Note: This answer is for .NET Framework. You might observe a different behavior if you're using .NET Core or .NET 5.0 and above, as mentioned in the comments. I did not test on all versions of .NET Core


Okay, let me take a stab at it. The difference between throw and throw ex is already explained in Is there a difference between "throw" and "throw ex"? but I'll try to put it in more clear terms to fit the narrative of this question.
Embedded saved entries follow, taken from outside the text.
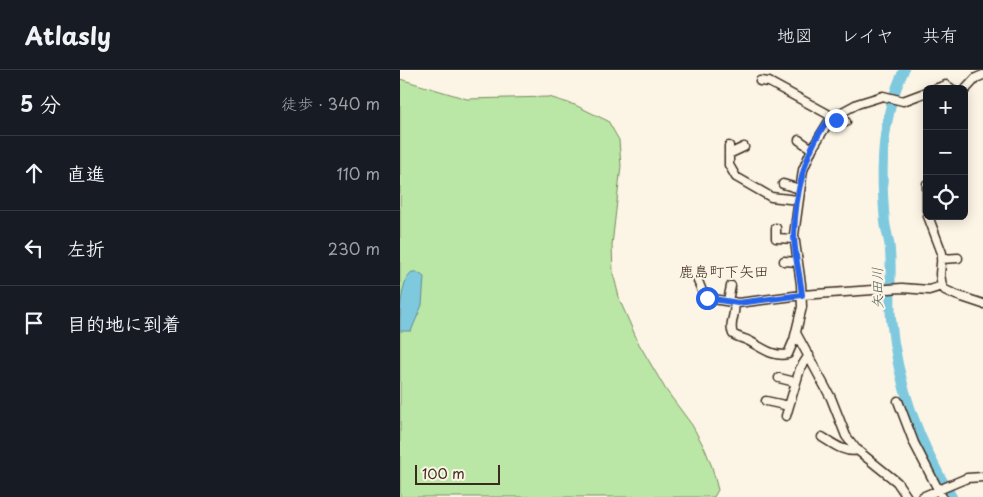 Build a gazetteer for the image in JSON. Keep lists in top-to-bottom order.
{
  "districts": ["鹿島町下矢田"],
  "water": ["矢田川"],
  "scale_bar": "100 m",
  "page": {
    "header": "Atlasly",
    "nav": ["地図", "レイヤ", "共有"],
    "heading": ["5 分", "徒歩 · 340 m"],
    "map_buttons": ["+", "−"],
    "list": [
      ["直進", "110 m"],
      ["左折", "230 m"],
      "目的地に到着"
    ],
    "scale": "100 m"
  }
} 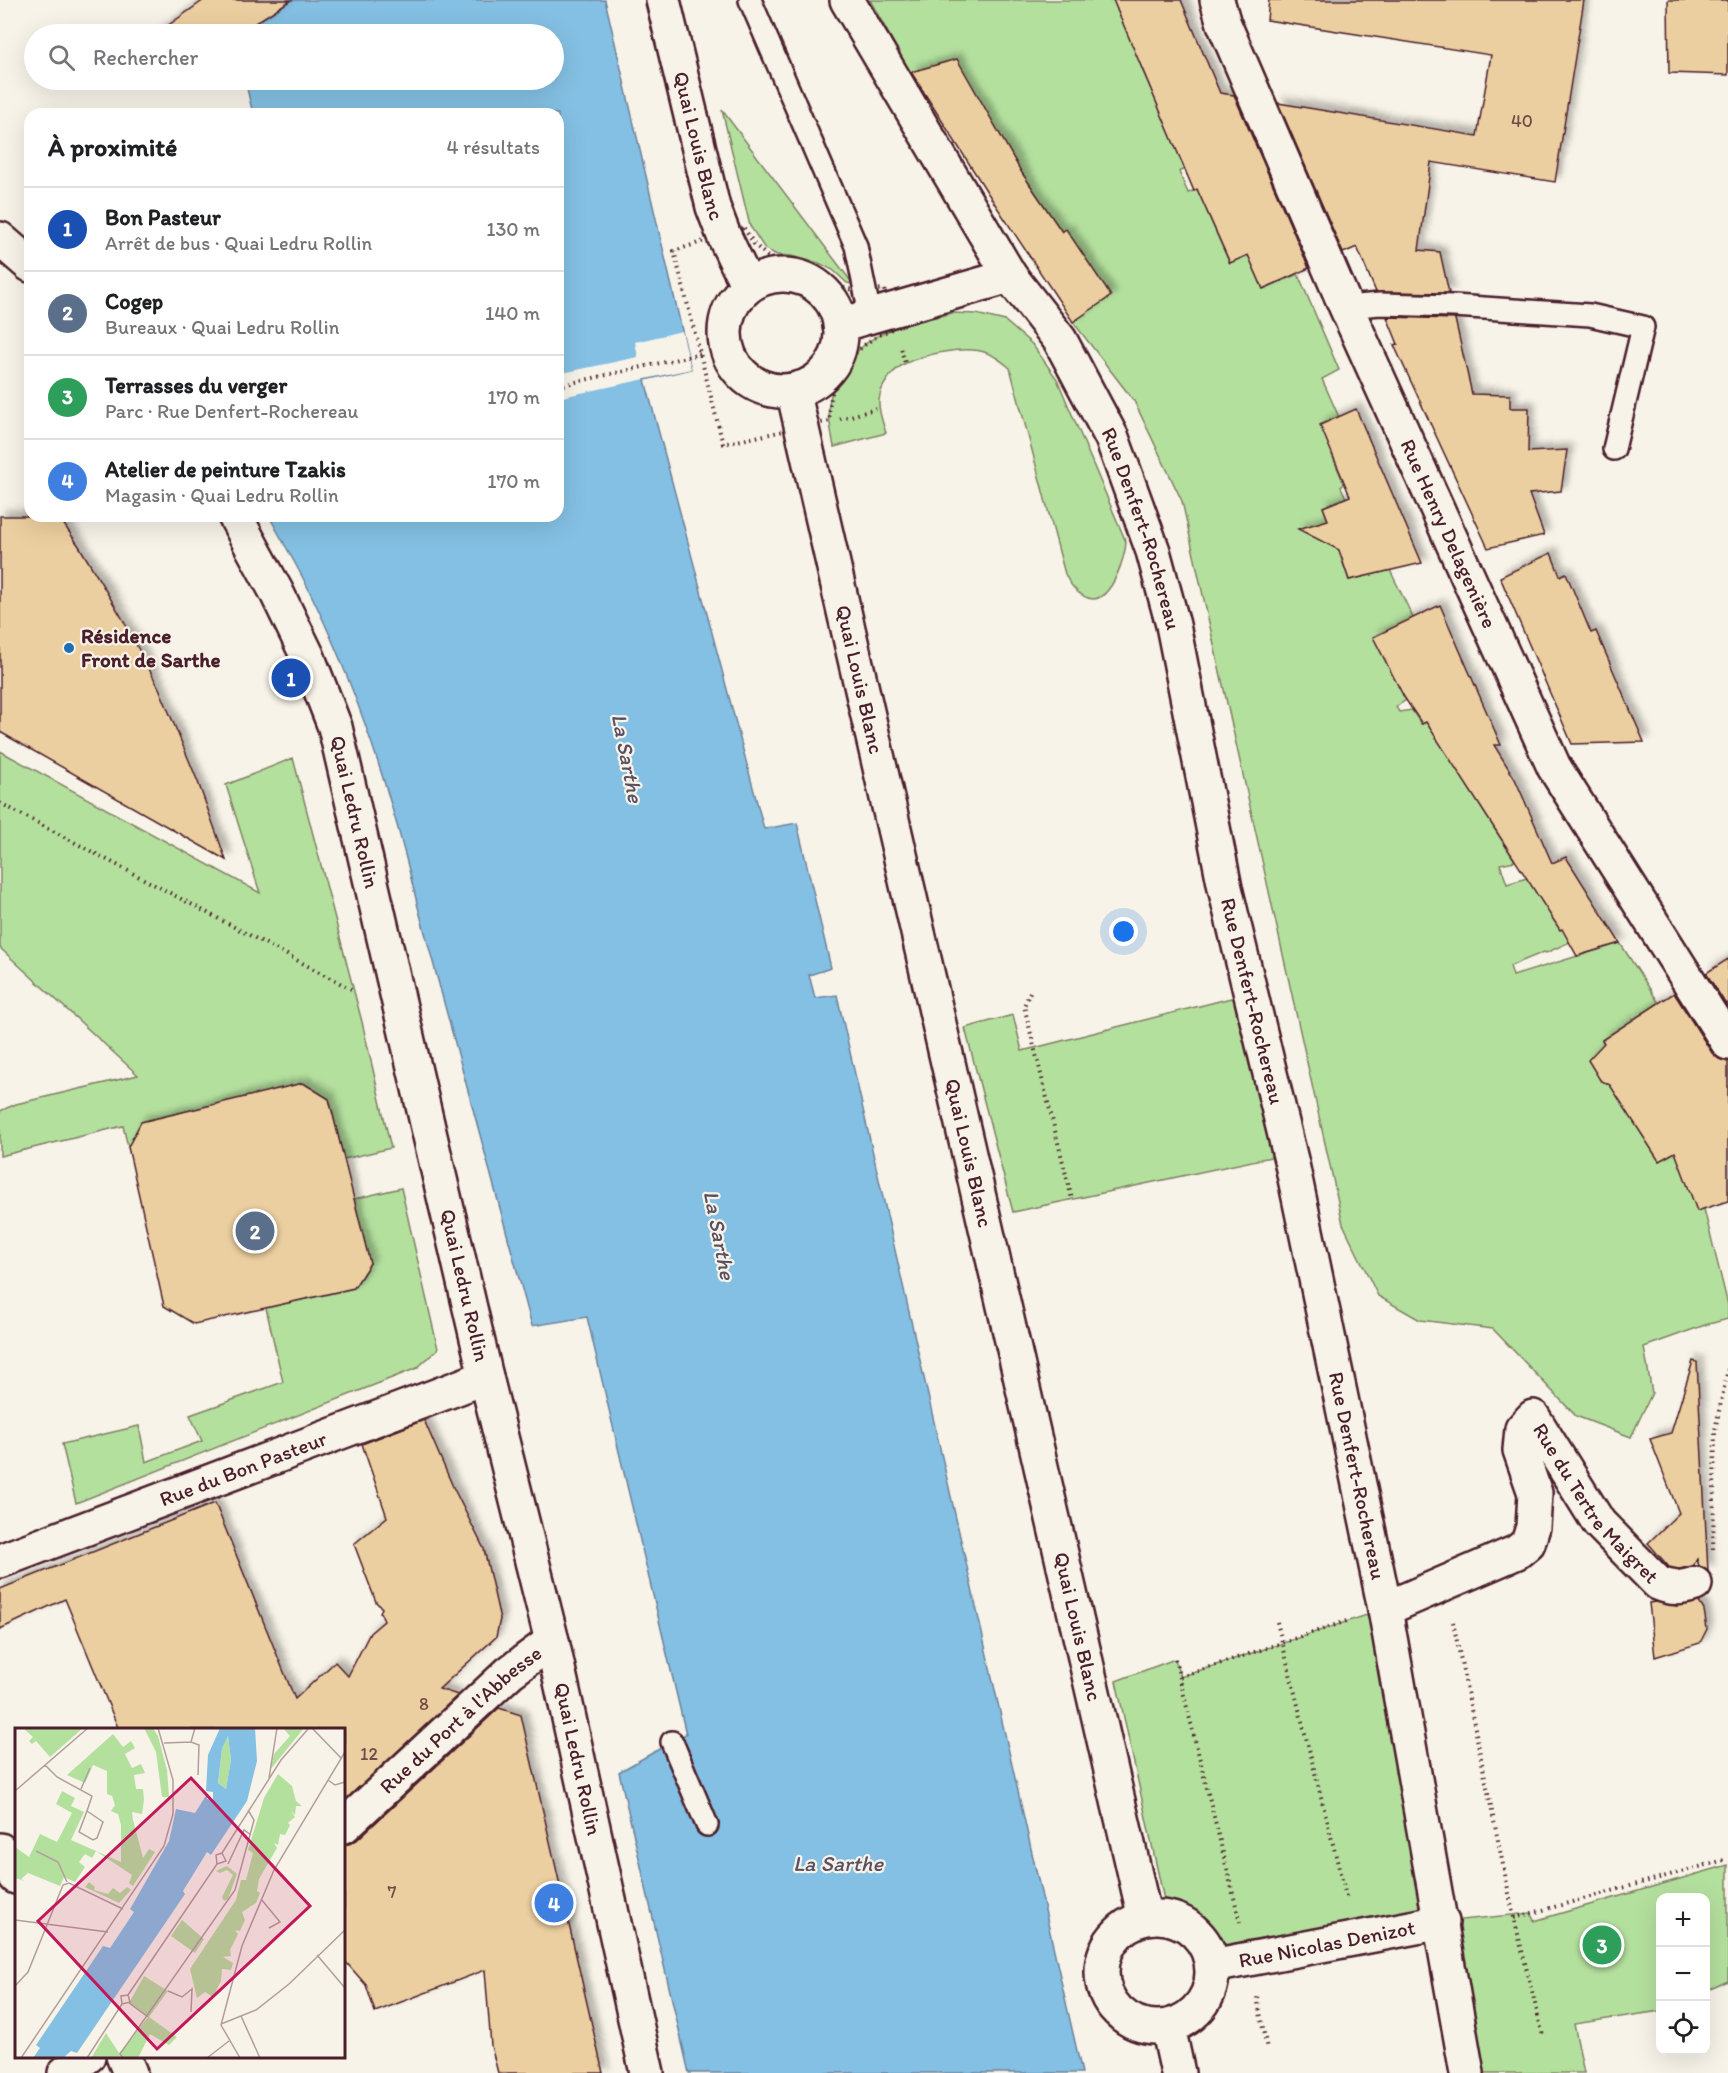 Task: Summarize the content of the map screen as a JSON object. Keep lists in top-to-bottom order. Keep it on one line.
{"streets":{"street":["Quai Louis Blanc","Rue Denfert-Rochereau","Rue Henry Delagenière","Quai Ledru Rollin","Rue du Bon Pasteur","Rue du Tertre Maigret","Rue du Port à l'Abbesse","Rue Nicolas Denizot"]},"crossings":[["Quai Louis Blanc","Rue Nicolas Denizot"],["Rue Denfert-Rochereau","Rue du Tertre Maigret"],["Rue Denfert-Rochereau","Rue Nicolas Denizot"],["Quai Ledru Rollin","Rue du Bon Pasteur"],["Quai Ledru Rollin","Rue du Port à l'Abbesse"]],"water":["La Sarthe"],"places":["Résidence Front de Sarthe"],"house_numbers":["40","8","12","7"],"page":{"search":"Rechercher","heading":["À proximité","4 résultats"],"list":[{"mark":"1","name":"Bon Pasteur","note":"Arrêt de bus · Quai Ledru Rollin","value":"130 m"},{"mark":"2","name":"Cogep","note":"Bureaux · Quai Ledru Rollin","value":"140 m"},{"mark":"3","name":"Terrasses du verger","note":"Parc · Rue Denfert-Rochereau","value":"170 m"},{"mark":"4","name":"Atelier de peinture Tzakis","note":"Magasin · Quai Ledru Rollin","value":"170 m"}],"pins":["1","2","4","3"],"map_buttons":["+","−"]}} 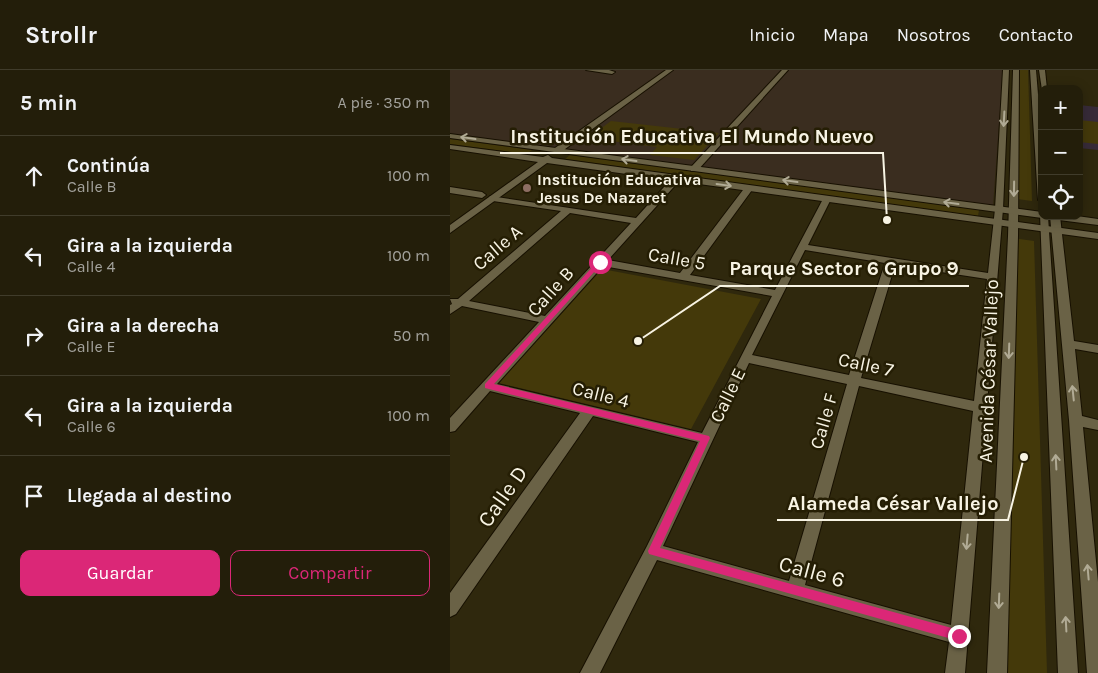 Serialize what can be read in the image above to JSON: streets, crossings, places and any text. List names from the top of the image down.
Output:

  • throw ex: Rethrows the exception from this point and resets the stack trace.

  • throw: Rethrows the exception from this point and preserves the stack trace.

Let's look at the code in question:

private static void DummyWork()
{
    try
    {
        throw new Exception("dummy");  // Line 21
    }
    catch (Exception ex)
    {
        throw;  // Line 25
    }
}

Here, whether we use throw or throw ex, the stack trace will always be:

at Program.DummyWork() in ...:line 25
at Program.Main() in ...:line 9

Q: Why "line 25"?

A: Because both throw and throw ex rethrow the exception from that point.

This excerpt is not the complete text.